#### [EXERCISE AIM]
The answer must be every line of the records in which the string "fabs" appears.

----------

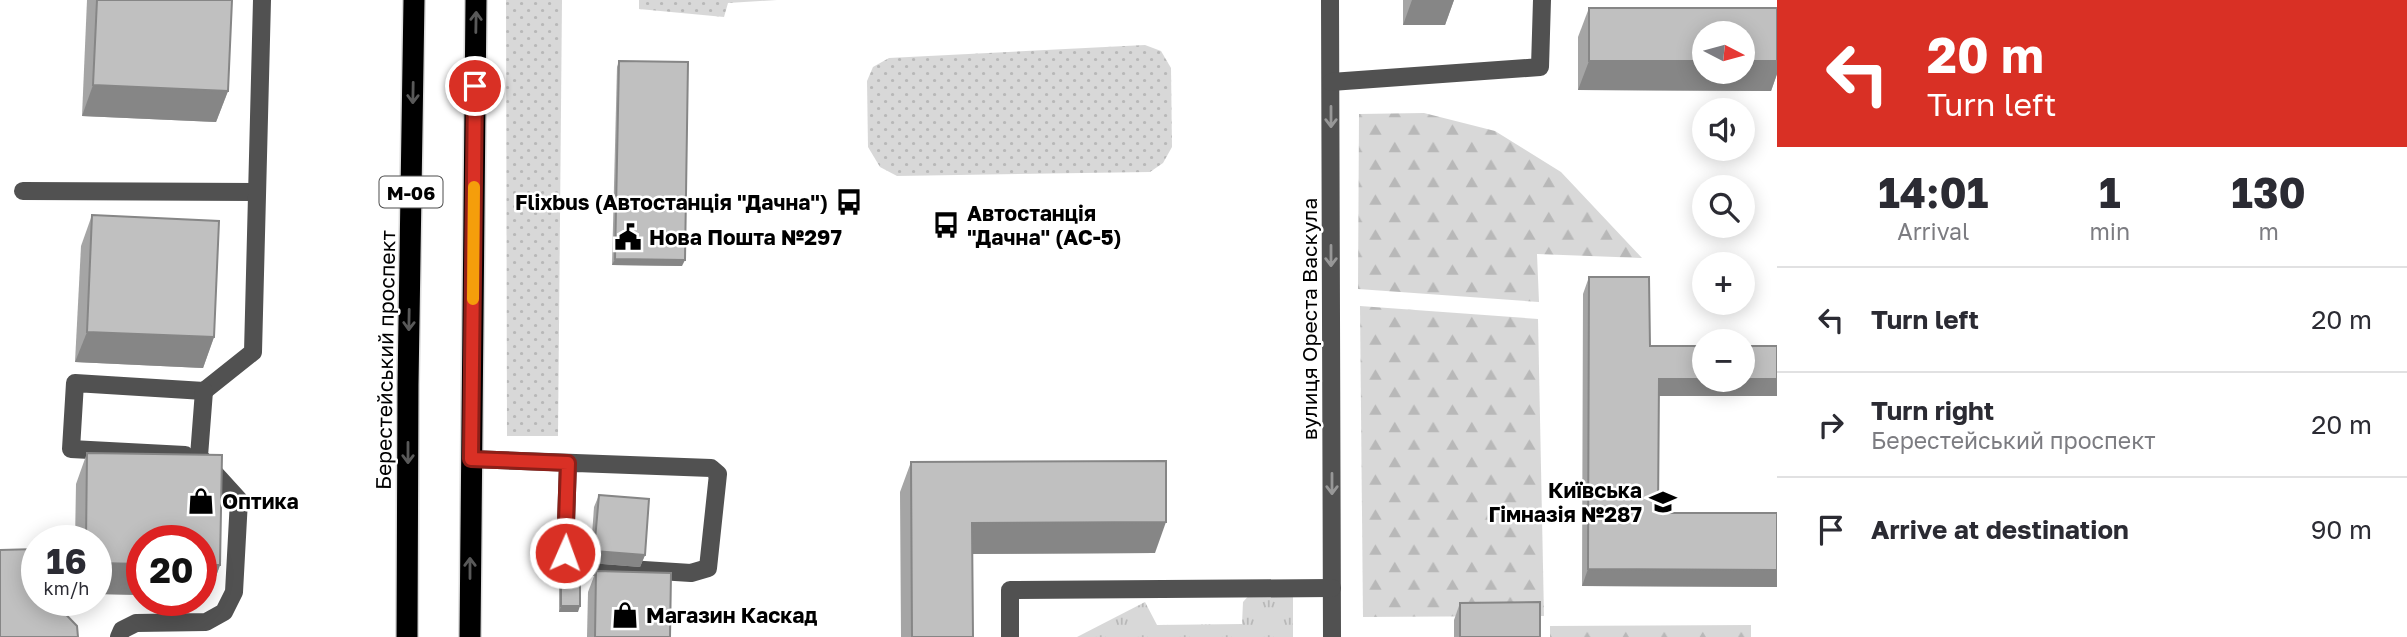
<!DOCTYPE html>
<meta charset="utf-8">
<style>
:root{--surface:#fff;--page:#f2f2f3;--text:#2b2b33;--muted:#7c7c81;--line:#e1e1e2}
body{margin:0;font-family:"Golos Text",sans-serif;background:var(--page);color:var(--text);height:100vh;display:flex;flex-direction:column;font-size:26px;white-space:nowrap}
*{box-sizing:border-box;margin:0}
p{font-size:23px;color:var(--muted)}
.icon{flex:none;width:38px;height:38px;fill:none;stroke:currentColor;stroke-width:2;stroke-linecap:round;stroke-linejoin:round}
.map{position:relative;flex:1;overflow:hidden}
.panel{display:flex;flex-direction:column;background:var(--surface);width:630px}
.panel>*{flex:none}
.guide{background:#d93025;color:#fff;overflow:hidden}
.needle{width:46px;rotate:96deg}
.fabs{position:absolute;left:1692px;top:21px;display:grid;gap:14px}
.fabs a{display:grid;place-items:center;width:63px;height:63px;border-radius:50%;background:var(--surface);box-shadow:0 4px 18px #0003;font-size:35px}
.speed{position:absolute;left:21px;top:525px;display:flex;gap:14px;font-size:35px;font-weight:700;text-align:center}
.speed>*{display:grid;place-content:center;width:91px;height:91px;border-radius:50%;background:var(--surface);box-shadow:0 4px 18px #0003;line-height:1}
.speed small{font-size:18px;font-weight:400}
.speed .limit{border:10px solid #d22;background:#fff;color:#111}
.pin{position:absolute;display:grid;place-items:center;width:60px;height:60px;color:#fff;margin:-30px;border:4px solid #fff;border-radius:50%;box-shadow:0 2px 7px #0007}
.me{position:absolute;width:77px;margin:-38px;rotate:2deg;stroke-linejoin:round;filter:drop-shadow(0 0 5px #0008)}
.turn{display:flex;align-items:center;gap:24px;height:147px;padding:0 35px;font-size:32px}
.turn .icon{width:91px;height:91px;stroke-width:2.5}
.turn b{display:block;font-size:49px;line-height:60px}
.eta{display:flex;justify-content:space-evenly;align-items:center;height:119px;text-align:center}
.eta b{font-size:42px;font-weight:700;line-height:49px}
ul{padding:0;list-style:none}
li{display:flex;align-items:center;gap:21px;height:105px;padding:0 35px;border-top:2px solid var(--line)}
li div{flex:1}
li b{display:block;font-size:26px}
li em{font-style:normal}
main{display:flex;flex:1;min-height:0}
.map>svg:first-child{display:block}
.grass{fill:url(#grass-dots)}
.forest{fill:url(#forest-firs)}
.park{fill:url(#park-tufts)}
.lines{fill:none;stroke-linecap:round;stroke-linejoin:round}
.highway-casing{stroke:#dbdbdb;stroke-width:24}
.minor{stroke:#515151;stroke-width:18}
.highway{stroke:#000;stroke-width:21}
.wall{fill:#a5a5a5}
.shaded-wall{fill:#868686}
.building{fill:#c0c0c0;stroke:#868686;stroke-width:2}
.oneway{stroke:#595959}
.oneway2{stroke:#979797}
.route-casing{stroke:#8d1f18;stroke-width:18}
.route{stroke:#d93025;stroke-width:12}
.slow{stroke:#f59e0b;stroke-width:12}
.labels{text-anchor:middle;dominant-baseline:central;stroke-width:5;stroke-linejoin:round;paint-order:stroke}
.shield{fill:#fff;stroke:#4c4c4c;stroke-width:2}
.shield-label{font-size:19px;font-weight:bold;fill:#000}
.poi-label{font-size:21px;font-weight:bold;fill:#000;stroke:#fff;text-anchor:start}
.street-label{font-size:21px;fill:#000;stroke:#fff}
</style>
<main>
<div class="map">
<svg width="1777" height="637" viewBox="0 0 1777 637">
<defs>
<pattern id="grass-dots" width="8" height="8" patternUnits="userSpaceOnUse" patternTransform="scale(1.75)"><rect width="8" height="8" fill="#d8d8d8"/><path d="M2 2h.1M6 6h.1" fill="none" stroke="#b8b8b8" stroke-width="1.8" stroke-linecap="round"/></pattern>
<pattern id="forest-firs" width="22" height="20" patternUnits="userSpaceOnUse" patternTransform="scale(1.75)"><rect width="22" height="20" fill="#d8d8d8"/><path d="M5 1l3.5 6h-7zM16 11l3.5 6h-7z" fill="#b8b8b8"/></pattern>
<pattern id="park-tufts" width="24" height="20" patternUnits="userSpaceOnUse" patternTransform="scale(1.75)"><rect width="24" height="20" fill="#d8d8d8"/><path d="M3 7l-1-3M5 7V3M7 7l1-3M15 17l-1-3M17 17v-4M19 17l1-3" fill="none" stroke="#b8b8b8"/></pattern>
</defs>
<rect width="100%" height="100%" fill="#fff"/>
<g class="grass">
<polygon points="506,0 562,0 558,436 507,436"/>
<polygon points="639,0 777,0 728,3 724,17 639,9"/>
<polygon points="1145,45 1161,51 1171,68 1172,147 1163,163 1150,172 897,176 880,167 868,147 867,81 873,67 889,58"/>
</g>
<g class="forest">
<polygon points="1424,113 1495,131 1561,172 1642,258 1537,254 1539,302 1358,289 1359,114"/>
<polygon points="1360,306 1538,319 1544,616 1363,617"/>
<polygon points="1751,625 1751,637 1550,637 1550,626"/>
</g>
<polygon class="park" points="1293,591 1293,637 1077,637 1145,602 1157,625 1242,624 1243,602 1252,592"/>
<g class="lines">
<defs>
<g id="highway">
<polyline points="407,637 408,385 414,0"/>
<polyline points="470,637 476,0"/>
</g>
</defs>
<use href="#highway" class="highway-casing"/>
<g class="minor">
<polyline points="1330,0 1332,637"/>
<polyline points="1331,82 1540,67 1542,0"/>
<polyline points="23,191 257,192"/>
<polyline points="185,455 71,449 75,383 204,391 253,352 262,0"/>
<polyline points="471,459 711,468 718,474 708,568 691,573 581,566 573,564 565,553 568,463"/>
<polyline points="119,637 122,630 136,623 206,622 224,612 234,592 239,500 199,456 204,391"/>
<polyline points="1010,637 1010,590 1332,588"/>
</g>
<use href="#highway" class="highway"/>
</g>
<g class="wall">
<polygon points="87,0 232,0 228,91 216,122 82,116"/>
<polygon points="1403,0 1454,0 1445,25 1403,25"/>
<polygon points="1589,8 1777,8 1777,74 1771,91 1578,90 1578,37"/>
<polygon points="619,61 682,266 612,265 617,67"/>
<polygon points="92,215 214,337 203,368 75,362 81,246"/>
<polygon points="1589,277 1658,396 1658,513 1777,513 1777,587 1582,586 1583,294"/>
<polygon points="87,453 220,565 209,596 96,594 96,541 75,541 76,484"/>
<polygon points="911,462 1155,553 973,554 973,637 901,637 900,492"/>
<polygon points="599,495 645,555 640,567 590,563 594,507"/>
<polygon points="596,571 670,637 587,637 588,592"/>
<polygon points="561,578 578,612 559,612 559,584"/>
<polygon points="1460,603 1540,637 1454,637 1454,620"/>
</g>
<g class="shaded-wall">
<polygon points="1412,0 1454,0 1445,25 1403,25"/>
<polygon points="1589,61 1704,61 1704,72 1743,72 1743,61 1777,61 1777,74 1771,91 1578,90"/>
<polygon points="93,85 228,91 216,122 82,116"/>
<polygon points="615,259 685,260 682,266 612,265"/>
<polygon points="87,332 214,337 203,368 75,362"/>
<polygon points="1659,379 1704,379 1704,380 1777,379 1777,396 1652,396"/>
<polygon points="1166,522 1155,553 961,554 972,523"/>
<polygon points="594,551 645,555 640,567 590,563"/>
<polygon points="96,563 142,564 142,595 96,594"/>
<polygon points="201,565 220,565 209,596 201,596"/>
<polygon points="1588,569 1777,570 1777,587 1582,586"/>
<polygon points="561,606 580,606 578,612 559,612"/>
</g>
<g class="building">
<polygon points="97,0 232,0 228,91 93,85"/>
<polygon points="1589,8 1777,8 1777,61 1743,61 1743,33 1704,33 1704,61 1589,61"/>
<polygon points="619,61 688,62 685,260 615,259"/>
<polygon points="92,215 219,221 214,337 87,332"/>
<polygon points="1589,277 1649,277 1650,346 1704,346 1704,379 1659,379 1658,513 1777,513 1777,570 1588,569"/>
<rect x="1743" y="346" width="34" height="33"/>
<polygon points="87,453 222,455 220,565 201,565 201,541 142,541 142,564 96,563 96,541 86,541"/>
<polygon points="1166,461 1166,522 972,523 973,637 912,637 911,462"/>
<polygon points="599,495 649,499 645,555 594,551"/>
<polygon points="37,549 37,600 52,600 77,626 78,637 0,637 0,550"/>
<polygon points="596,571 671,573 670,637 595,637"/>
<rect x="561" y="578" width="19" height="28"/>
<polygon points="1540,602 1540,637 1460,637 1460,603"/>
</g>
<defs><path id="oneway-shaft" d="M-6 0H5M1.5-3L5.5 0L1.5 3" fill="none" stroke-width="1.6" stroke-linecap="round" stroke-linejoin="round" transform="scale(1.75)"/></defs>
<g class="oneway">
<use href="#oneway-shaft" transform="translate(476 22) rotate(-89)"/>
<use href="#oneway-shaft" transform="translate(413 93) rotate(91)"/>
<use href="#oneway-shaft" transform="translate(409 320) rotate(91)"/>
<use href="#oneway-shaft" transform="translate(408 453) rotate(90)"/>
<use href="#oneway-shaft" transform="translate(470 568) rotate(-90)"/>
</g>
<g class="oneway2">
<use href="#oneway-shaft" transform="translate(1331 117) rotate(90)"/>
<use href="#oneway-shaft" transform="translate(1331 256) rotate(90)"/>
<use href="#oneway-shaft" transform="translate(1332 484) rotate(90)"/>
</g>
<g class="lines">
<defs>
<polyline id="route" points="475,86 471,459 568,463 565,553"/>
</defs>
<use href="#route" class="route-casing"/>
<use href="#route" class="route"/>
<polyline class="slow" points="473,299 474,187"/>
</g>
<defs>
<symbol id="bus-bare" viewBox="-9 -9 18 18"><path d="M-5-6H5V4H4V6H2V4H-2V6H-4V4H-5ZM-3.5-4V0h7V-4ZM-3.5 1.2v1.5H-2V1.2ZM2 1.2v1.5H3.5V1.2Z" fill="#000" stroke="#fff" stroke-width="2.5" paint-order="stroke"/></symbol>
<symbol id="civic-bare" viewBox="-9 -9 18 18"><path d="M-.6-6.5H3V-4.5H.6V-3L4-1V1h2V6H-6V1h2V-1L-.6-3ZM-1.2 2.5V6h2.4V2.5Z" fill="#000" stroke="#fff" stroke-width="2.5" paint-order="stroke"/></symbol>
<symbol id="shop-bare" viewBox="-9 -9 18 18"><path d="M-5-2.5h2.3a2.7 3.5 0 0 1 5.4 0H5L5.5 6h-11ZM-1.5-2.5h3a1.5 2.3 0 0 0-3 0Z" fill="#000" stroke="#fff" stroke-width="2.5" paint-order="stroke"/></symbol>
<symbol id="school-bare" viewBox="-9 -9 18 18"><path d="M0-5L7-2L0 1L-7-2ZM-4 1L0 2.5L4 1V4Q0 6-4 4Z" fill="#000" stroke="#fff" stroke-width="2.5" paint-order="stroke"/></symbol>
</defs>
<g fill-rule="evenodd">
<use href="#bus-bare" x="830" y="183" width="38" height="38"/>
<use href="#bus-bare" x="927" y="206" width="38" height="38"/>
<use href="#civic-bare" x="609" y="218" width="38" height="38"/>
<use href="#shop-bare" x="182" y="482" width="38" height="38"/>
<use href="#school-bare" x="1644" y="483" width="38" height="38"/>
<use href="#shop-bare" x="606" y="596" width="38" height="38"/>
</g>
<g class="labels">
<rect class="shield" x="379.5" y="176.5" width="63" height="31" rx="5"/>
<g class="shield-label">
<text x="411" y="192">М-06</text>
</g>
<g class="poi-label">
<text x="828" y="202" text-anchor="end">Flixbus (Автостанція "Дачна")</text>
<text x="967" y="213">Автостанція<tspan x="967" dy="24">"Дачна" (АС-5)</tspan></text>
<text x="649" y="237">Нова Пошта №297</text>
<text x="1642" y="490" text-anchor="end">Київська<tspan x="1642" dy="24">Гімназія №287</tspan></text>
<text x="222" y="501">Оптика</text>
<text x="646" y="615">Магазин Каскад</text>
</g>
<g class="street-label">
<text transform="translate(1309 319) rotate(-90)">вулиця Ореста Васкула</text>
<text transform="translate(385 360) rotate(-89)">Берестейський проспект</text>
</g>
</g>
</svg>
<div class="fabs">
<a><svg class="needle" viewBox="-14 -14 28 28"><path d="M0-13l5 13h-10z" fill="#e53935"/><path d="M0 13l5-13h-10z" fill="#7c7c81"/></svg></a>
<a><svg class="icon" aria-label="sound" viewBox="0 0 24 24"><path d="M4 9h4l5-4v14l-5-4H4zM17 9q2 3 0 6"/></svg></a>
<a><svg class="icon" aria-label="search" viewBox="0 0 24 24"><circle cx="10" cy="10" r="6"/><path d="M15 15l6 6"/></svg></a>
<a>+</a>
<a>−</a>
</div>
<div class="speed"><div>16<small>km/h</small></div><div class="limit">20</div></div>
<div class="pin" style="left:475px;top:86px;background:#d93025"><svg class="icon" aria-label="arrive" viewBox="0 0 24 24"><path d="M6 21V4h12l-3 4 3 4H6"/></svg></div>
<svg class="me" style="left:565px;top:553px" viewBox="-20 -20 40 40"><circle r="17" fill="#d93025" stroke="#fff" stroke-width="3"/><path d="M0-11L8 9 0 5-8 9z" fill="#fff"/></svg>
</div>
<section class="panel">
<div class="guide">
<div class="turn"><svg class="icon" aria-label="left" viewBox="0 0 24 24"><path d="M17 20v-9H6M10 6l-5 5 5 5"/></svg><div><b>20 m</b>Turn left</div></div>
</div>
<div class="eta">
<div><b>14:01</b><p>Arrival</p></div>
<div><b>1</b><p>min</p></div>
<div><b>130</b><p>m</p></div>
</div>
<ul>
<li><svg class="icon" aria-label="left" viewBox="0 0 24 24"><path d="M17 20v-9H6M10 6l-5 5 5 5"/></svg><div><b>Turn left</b></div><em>20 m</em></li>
<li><svg class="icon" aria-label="right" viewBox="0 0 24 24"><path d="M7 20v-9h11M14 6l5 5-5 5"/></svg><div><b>Turn right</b><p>Берестейський проспект</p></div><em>20 m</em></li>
<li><svg class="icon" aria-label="arrive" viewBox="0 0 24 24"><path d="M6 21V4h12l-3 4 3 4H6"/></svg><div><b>Arrive at destination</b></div><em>90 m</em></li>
</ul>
</section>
</main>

----------

#### [TASK OUTPUT]
.fabs{position:absolute;left:1692px;top:21px;display:grid;gap:14px}
.fabs a{display:grid;place-items:center;width:63px;height:63px;border-radius:50%;background:var(--surface);box-shadow:0 4px 18px #0003;font-size:35px}
<div class="fabs">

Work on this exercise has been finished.